About Sickle Conquest
Sickle cell Disorder is a genetic hemoglobinopathy.
The purpose of this organisation is to improve the standard of lives of people living with Sickle Cell and address issues of concerns for Sickle patients and family of those living with this health condition. We aim to make people understand the impact of living with genetic condition.
OUR AGENDA
To ensure that Comprehensive Health care Services is made accessible to Sickle cell Patients who would not have been able to afford the care they need, Prevention and Management of Complications of Sickle cell disease, Provide effective Pain management regime, Infection control measures, Improve Coping Mechanisms and access to Information and Support of persons living with Sickle cell Disorder. Address Social & welfare issues and provide employment support and financial assistance during periods of sickness for people living with this disease condition.
About Sickle Cell Disorder
Sickle cell Disorder is a genetic hemoglobinopathy.
Sickle cell Disorder is a genetic hemoglobinopathy. It’s main symptoms includes: Anaemia, Severe Bone Pain Crisis. TRIGGER FACTORS: This includes; Viral or Bacterial Infections, Malaria, Dehydration, Malnutrition, Cold & Stress.

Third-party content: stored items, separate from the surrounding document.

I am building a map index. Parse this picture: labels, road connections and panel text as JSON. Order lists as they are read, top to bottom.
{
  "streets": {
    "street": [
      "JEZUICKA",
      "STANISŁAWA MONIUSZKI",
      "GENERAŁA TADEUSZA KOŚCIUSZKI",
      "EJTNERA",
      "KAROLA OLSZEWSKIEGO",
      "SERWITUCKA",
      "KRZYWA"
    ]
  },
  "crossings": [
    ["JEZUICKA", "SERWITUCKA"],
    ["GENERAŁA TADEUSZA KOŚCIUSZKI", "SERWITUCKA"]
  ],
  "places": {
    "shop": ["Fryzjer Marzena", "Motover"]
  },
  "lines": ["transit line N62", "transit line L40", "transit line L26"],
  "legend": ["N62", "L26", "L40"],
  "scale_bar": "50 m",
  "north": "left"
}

COMPLICATIONS: This may arise in Patients with sickle cell and includes: Anaemic Heart Failure, Stroke, Pulmonary embolism, Organ damage, Spleen shrinks and disappears even before puberty which compromise immunity, Increased Susceptibility to Diseases, Bone damage could result from poorly treated painful sickle cell crisis or from bone infection, Priapism which can reduce infertility, Bronchiectasis, Chest Syndrome, Blindness, Skin breakdown, Leg ulcers, Addiction to Opiod Analgesics, Blood reaction can lead to inability to receive blood, Reduced life expectancy.

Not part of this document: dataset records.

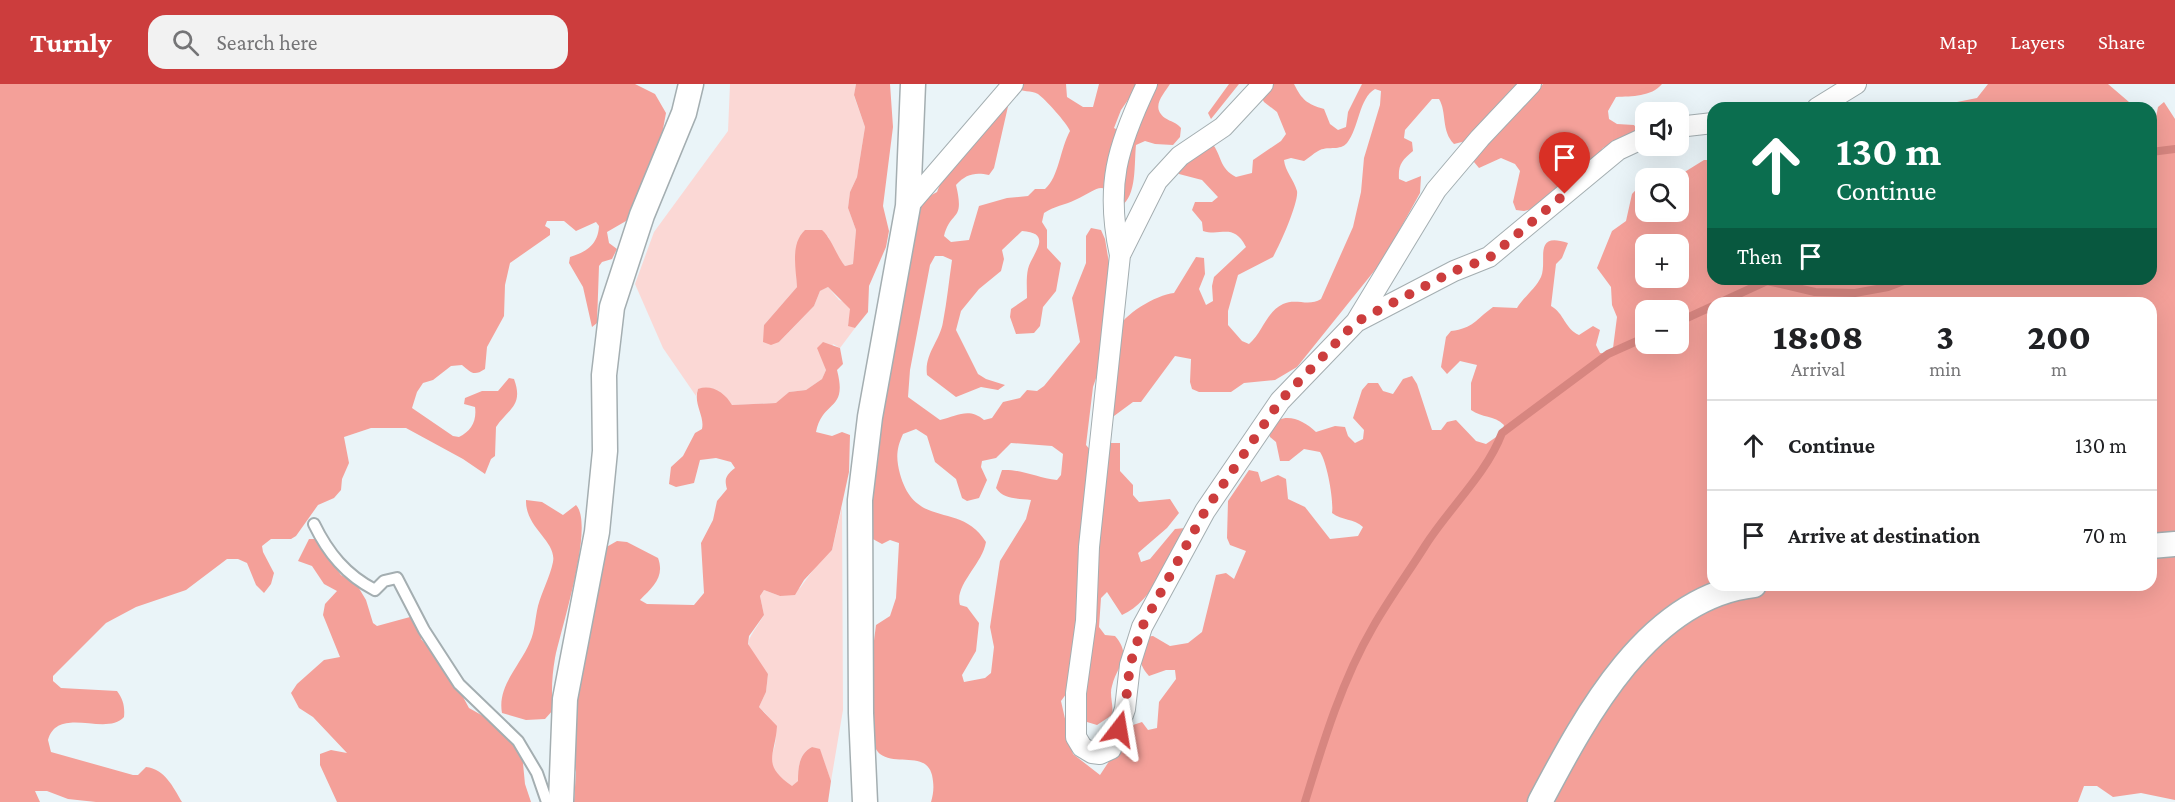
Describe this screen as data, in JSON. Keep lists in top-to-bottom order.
{
  "page": {
    "header": "Turnly",
    "search": "Search here",
    "nav": ["Map", "Layers", "Share"],
    "map_buttons": ["+", "−"],
    "turn": ["130 m", "Continue"],
    "then": "Then",
    "eta": [
      "18:08",
      "Arrival",
      "3",
      "min",
      "200",
      "m"
    ],
    "list": [
      {
        "name": "Continue",
        "value": "130 m"
      },
      {
        "name": "Arrive at destination",
        "value": "70 m"
      }
    ]
  }
}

TREATMENT & MANAGEMENT: This includes: Hospitalization and treatment with Oxygen administration, Pain management with strong analgesics, Intravenous Fluids, Treatment of cause with Antibiotics, Anti-malaria, Blood transfusion or Exchange Blood transfusion to reduce sickling cells.
Cure can be achieved with Bone marrow transplant at a young age, with suitable donor whose genotype is AA & probably a relative. Otherwise, it is a lifelong illness. However, there is still ongoing research and a medication called Hydroxyl urea is seen to reduce episodes of sickle cell crisis by reducing the chances of sickling of blood cells. Genetic counselling before marriage can reduce incidence of this genetic disorder.